September 9, 2021: Because my client cares about bad things happening to the right people, she has already planned to volunteer with a hurricane relief organization in the South. A jury trial also carries a risk (however minimal) of imprisonment and will cost him at least another day’s work. She therefore decides to close the deal and pleads guilty. She is a convicted felon for the next two months.

November 2, 2021: Louisville legal legend Ted Shouse is suing the first protester case. The court cancels its role for the day. A few dozen people stand for jury duty. A jury is selected. Both parties made their opening statements. Then all charges are dismissed because prosecutors did not disclose any evidence.

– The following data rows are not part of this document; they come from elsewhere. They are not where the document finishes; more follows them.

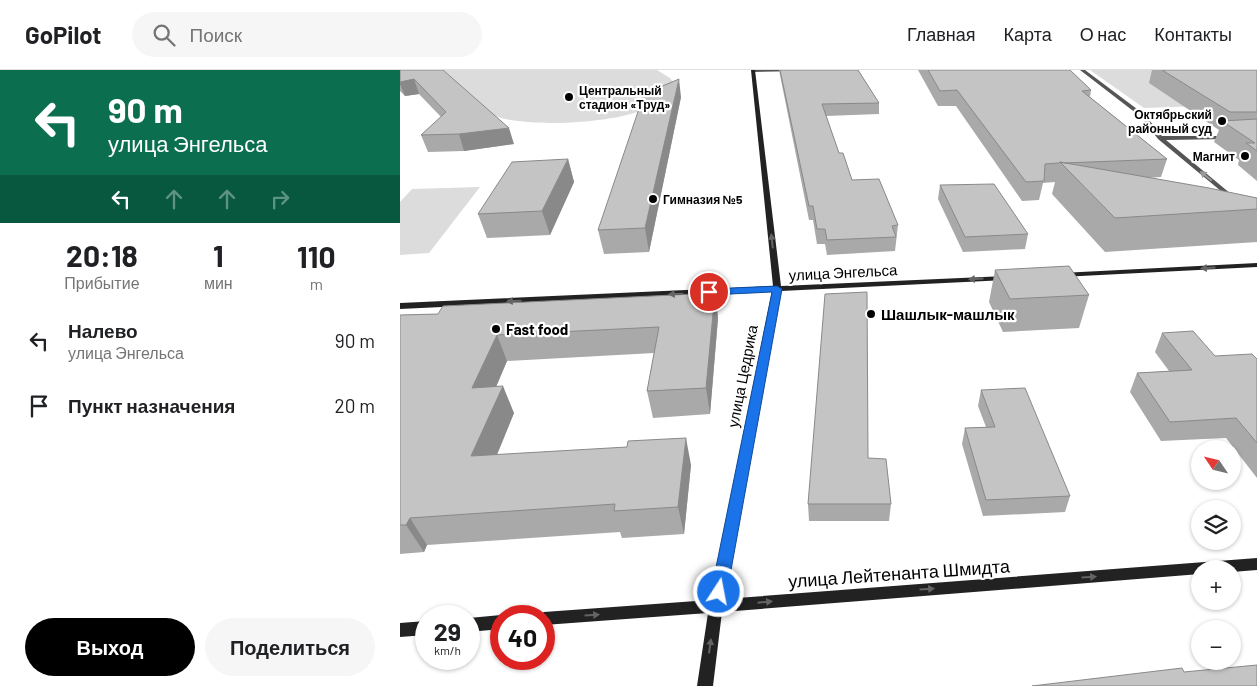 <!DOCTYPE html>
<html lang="ru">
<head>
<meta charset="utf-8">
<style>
	:root { --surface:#fff; --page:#f6f6f6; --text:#202124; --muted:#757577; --line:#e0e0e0; --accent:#000 }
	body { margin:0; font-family:Barlow,sans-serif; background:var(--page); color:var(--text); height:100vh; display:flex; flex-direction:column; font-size:19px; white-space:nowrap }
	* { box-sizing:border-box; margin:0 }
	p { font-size:16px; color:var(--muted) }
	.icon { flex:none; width:28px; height:28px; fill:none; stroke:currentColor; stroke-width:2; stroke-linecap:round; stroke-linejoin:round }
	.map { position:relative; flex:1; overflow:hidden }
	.sheet { display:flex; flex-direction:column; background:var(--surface); width:400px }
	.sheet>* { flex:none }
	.top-card { background:#0b6e4f; color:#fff; overflow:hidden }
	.needle { width:32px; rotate:305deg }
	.fabs { position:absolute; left:791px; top:370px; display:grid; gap:10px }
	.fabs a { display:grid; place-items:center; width:50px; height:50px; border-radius:50%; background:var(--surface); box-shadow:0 1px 4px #0004; font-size:25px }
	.speed { position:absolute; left:15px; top:535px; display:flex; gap:10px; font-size:25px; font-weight:700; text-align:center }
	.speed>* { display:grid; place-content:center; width:65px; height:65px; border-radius:50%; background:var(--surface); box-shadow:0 1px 4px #0004; line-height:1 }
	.speed small { font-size:12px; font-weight:400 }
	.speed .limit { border:8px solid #d22; background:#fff; color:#111 }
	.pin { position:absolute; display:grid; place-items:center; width:42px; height:42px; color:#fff; margin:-21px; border:2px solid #fff; border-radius:50%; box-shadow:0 1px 5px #0007 }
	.me { position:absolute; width:55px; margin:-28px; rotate:11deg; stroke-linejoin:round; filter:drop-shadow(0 0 4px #0008) }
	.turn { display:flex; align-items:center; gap:18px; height:105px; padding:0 25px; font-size:22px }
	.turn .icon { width:65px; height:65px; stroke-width:2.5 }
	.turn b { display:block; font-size:35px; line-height:42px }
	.lanes { display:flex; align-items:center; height:48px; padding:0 25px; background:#0003; justify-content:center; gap:25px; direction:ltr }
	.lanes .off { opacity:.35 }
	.eta { display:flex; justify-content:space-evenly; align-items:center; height:85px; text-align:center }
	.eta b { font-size:30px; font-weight:700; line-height:35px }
	.primary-button { display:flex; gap:10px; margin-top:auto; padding:10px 25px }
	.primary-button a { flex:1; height:58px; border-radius:30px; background:var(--accent); color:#fff; font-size:20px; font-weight:700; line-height:58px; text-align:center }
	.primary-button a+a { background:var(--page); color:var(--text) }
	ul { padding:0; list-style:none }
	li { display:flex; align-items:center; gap:15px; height:65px; padding:0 25px }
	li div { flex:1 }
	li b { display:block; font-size:19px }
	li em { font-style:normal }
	header { display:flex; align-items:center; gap:30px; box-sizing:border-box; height:70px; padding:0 25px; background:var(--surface); border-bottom:1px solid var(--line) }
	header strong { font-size:24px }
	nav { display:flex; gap:28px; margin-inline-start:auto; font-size:18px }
	.search { width:350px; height:45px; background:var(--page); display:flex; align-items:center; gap:12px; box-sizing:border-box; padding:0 18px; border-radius:28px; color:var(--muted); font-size:19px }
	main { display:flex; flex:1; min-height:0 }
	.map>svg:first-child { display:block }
	.green { fill:#dcdcdc }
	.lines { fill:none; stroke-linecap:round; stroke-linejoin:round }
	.street { fill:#555; fill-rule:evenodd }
	.secondary { fill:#222; fill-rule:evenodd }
	.wall { fill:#a9a9a9 }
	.shaded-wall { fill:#898989 }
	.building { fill:#c4c4c4; stroke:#898989 }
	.oneway { fill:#999 }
	.oneway2 { fill:#646464 }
	.route { fill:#1a73e8; stroke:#114b97 }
	.poi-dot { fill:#000; stroke:#fff; stroke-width:2 }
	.labels { text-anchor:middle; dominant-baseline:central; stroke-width:4.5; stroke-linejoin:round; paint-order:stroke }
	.far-poi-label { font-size:12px; font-weight:bold; fill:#000; stroke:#fff; text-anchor:start }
	.street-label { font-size:15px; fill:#000; stroke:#fff }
	.poi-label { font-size:15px; font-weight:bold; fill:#000; stroke:#fff; text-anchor:start }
	.near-street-label { font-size:18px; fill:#000; stroke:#fff }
</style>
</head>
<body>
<header>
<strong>GoPilot</strong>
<div class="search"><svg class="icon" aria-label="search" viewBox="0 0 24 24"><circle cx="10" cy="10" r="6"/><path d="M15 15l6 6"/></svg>Поиск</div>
<nav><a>Главная</a><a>Карта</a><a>О нас</a><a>Контакты</a></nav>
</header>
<main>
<section class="sheet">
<div class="top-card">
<div class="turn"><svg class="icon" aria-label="left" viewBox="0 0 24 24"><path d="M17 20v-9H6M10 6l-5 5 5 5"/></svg><div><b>90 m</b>улица Энгельса</div></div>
<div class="lanes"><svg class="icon" aria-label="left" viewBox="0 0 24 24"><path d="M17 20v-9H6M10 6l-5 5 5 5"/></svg><svg class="icon off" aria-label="ahead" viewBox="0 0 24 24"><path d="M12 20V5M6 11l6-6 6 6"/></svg><svg class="icon off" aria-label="ahead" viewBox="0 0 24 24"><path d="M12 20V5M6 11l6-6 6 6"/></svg><svg class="icon off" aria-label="right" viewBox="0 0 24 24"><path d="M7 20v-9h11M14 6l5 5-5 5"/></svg></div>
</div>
<div class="eta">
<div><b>20:18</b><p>Прибытие</p></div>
<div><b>1</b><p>мин</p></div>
<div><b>110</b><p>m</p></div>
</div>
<ul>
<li><svg class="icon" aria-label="left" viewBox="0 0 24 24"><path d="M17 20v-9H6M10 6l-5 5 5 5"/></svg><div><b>Налево</b><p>улица Энгельса</p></div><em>90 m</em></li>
<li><svg class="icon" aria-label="arrive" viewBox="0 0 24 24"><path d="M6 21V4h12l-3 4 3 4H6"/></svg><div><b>Пункт назначения</b></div><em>20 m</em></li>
</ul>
<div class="primary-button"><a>Выход</a><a>Поделиться</a></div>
</section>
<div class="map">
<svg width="857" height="616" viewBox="0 0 857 616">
	<rect width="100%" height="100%" fill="#fff"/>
	<path class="green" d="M40,0h217l13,8 4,5c-7,7 -14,16 -22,22 -26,19 -131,24 -159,10 -14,-8 -39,-34 -53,-45z
		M690,0h167v34l-113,4z
		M80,117l-51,66 -29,2v-53l12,-13z"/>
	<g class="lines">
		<path class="street" d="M351,0h54l-2,1 -50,1z
			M680,0h5l60,45 17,21h69v2l-2,1 -63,1 71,59v2h-4l-75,-62 -17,-22z"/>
		<path class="secondary" d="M351,0h4l26,216 225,-10 4,2 -4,2 -225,11 -57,308 533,-41v12l-25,2v-3h-32v5l-478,38 -9,74h-16l11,-73 -164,12v-9h-6l6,-4 166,-12 62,-309 -372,18v-6l373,-17z
			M857,193v4l-196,10 -4,-2 4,-2z
			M101,545l2,1h-2v13l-32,3v-14z
			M26,551v14l-26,2v-14z"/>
	</g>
	<path class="wall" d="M0,0l114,74 -50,7 -36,1 -7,-17 20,-18 -22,-23 -14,2 -5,-5z
		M379,0h79l21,33v11l-53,2 13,37 13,27 46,45 -3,26 -68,4 -2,-11h-8l-4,-24h-4z
		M518,0h152l21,20 -1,7 77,62 -6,18 -13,1 109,20v44l-152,10 -53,-58 3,-12 -12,1 -4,17 -17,1 -66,-95h-18z
		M752,0h105v111l-19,-16 1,-5 -25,-18 5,-12 -70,-47z
		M281,27l-32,155 -45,2 -6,-24z
		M168,89l6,23 -24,53 -63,3 -9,-24z
		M540,115l88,49 -3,15 -62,3 -25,-53z
		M595,200l94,25 -10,33 -76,4 -14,-30z
		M315,223l3,25 -8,96 -57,4 -6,-27 7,-38 -147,8 -11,26 18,26 -17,42 194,10 -7,69 -62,4 -2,-6 -193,13 -3,7 -24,2v-239l38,-1z
		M762,263l53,23 42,3v119l-31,-40 -65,3 -31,-49 7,-19 32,-2 -14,-19z
		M581,320l89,106 -5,16 -82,4 -21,-72 3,-16 21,-1 -8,-21z
		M468,388l23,46 -2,17h-80l-1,-17z"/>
	<path class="shaded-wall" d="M14,9l5,15 -14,2 -5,-12v-2z
		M279,9l2,18 -32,155 -4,-24z
		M109,58l5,16 -50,7 -5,-17z
		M168,89l6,23 -24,53 -8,-24z
		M315,223l3,25 -8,96 -4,-26z
		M97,265l10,26 -23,54 -12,-27z
		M103,316l11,27 -29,70 -14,-27z
		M286,368l5,27 -7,69 -6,-27z
		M10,448l17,27 -3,7 -18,-27z"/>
	<path class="building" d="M0,0h43l66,58 -50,6 -38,1 25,-23 -32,-33 -14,3z
		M380,0h78l21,33 -57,1 17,49h4l9,27 27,-1 19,46 -6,1 4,11 -69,3 -2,-11h-8l-4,-23h-4z
		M528,0h142l21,20 -9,1 85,68 -103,4 -4,-1 -1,1 -14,1 -1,17 -18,1 -69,-92 -17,1z
		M762,0h95v42h-27z
		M279,9l-34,149 -47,2 46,-136z
		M857,49v32l-11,-8h9l-33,-22z
		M168,89l-26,52 -64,3 34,-52z
		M660,92l149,26 48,10v11l-142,9z
		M594,114l34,50 -63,3 -25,-52z
		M669,196l20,29 -79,4 -15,-29z
		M467,222l1,166 18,1 5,45h-83l17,-210z
		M315,223l-9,95 -59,3 12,-64 -162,8 -25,53 31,-2 -32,70 156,-9 1,-6 58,-3 -8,69 -64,4 1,-7 -205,14 -4,7h-6v-210l38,-1 5,-8z
		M793,261l22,25 37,-2 5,5v84l-21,-25 -66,4 -33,-49 55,-3 -30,-37z
		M625,318l45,108 -84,4 -21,-72 30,-1 -14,-37z
		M857,595v21h-225l150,-18 2,4z"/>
	<defs><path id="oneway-solid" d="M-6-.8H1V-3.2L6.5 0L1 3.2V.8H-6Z" transform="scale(1.25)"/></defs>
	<use class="oneway" href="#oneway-solid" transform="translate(806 106) rotate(-141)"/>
	<g class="oneway2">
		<use href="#oneway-solid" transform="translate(372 171) rotate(-96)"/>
		<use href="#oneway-solid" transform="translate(808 198) rotate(177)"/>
		<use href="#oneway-solid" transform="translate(576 209) rotate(177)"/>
		<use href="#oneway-solid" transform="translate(276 224) rotate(178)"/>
		<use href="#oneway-solid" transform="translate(114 231) rotate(178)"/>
		<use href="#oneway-solid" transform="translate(689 507) rotate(-4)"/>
		<use href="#oneway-solid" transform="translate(527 519) rotate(-4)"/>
		<use href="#oneway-solid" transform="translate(365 532) rotate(-5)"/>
		<use href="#oneway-solid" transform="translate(192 545) rotate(-4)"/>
		<use href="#oneway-solid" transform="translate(310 576) rotate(-82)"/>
	</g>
	<path class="route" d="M377,216l5,3 -55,303 -3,5 -5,2 -6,-2 -2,-5 61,-300 -63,3 -5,-3 5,-3z"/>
	<g class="poi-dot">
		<circle cx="169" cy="27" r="5"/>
		<circle cx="822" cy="51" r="5"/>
		<circle cx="845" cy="86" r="5"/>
		<circle cx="253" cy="129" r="5"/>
		<circle cx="471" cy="244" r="5"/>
		<circle cx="96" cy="259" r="5"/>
	</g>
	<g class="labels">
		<g class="far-poi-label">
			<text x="179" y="20">Центральный<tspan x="179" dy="14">стадион «Труд»</tspan></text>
			<text x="812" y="44" text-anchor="end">Октябрьский<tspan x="812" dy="14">районный суд</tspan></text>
			<text x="835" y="86" text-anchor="end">Магнит</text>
			<text x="263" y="129">Гимназия №5</text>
		</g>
		<g class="street-label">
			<text transform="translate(443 202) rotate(-3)">улица Энгельса</text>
			<text transform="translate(342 306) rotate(-79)">улица Цедрика</text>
		</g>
		<g class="poi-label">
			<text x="481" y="244">Шашлык-машлык</text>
			<text x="106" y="259">Fast food</text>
		</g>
		<g class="near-street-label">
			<text transform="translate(499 503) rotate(-4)">улица Лейтенанта Шмидта</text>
		</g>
	</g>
</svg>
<div class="fabs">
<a><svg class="needle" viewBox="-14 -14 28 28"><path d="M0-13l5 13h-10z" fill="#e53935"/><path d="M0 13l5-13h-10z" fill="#757577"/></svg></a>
<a><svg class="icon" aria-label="layers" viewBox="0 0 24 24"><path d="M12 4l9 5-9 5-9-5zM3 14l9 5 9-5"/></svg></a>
<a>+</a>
<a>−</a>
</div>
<div class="speed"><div>29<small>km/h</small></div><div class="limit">40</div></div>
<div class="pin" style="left:309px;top:222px;background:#d93025"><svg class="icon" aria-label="arrive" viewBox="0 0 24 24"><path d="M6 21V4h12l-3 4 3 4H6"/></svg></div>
<svg class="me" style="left:319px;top:522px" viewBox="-20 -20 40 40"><circle r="17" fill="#1a73e8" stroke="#fff" stroke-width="3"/><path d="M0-11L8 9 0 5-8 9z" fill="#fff"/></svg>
</div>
</main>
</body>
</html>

November 9, 2021: My client’s file is finally closed. I can tell people, “They dropped the charges” and I sound like a badass TV lawyer. In the near future, my client’s charges will be removed, allowing us to indulge in the strange fiction that all of the events described above never happened.

Today: Hundreds of cases like my client’s harmless misdemeanor, many of which will go to trial, are still draining the meager resources of the Jefferson County courts. The charges, brought by an obviously corrupt police department to punish anyone peacefully protesting the shooting of an innocent woman at their home, could all be dismissed today if the county prosecutor says so. He won’t. After more than a year of this blockage in the Louisville criminal justice bathroom, perhaps it is finally time to ask: why not?

Dan Canon is a civil rights lawyer and law professor. His book “Pleading Out: How Plea Bargaining Creates a Permanent Criminal Class” is available for pre-order wherever you get your books.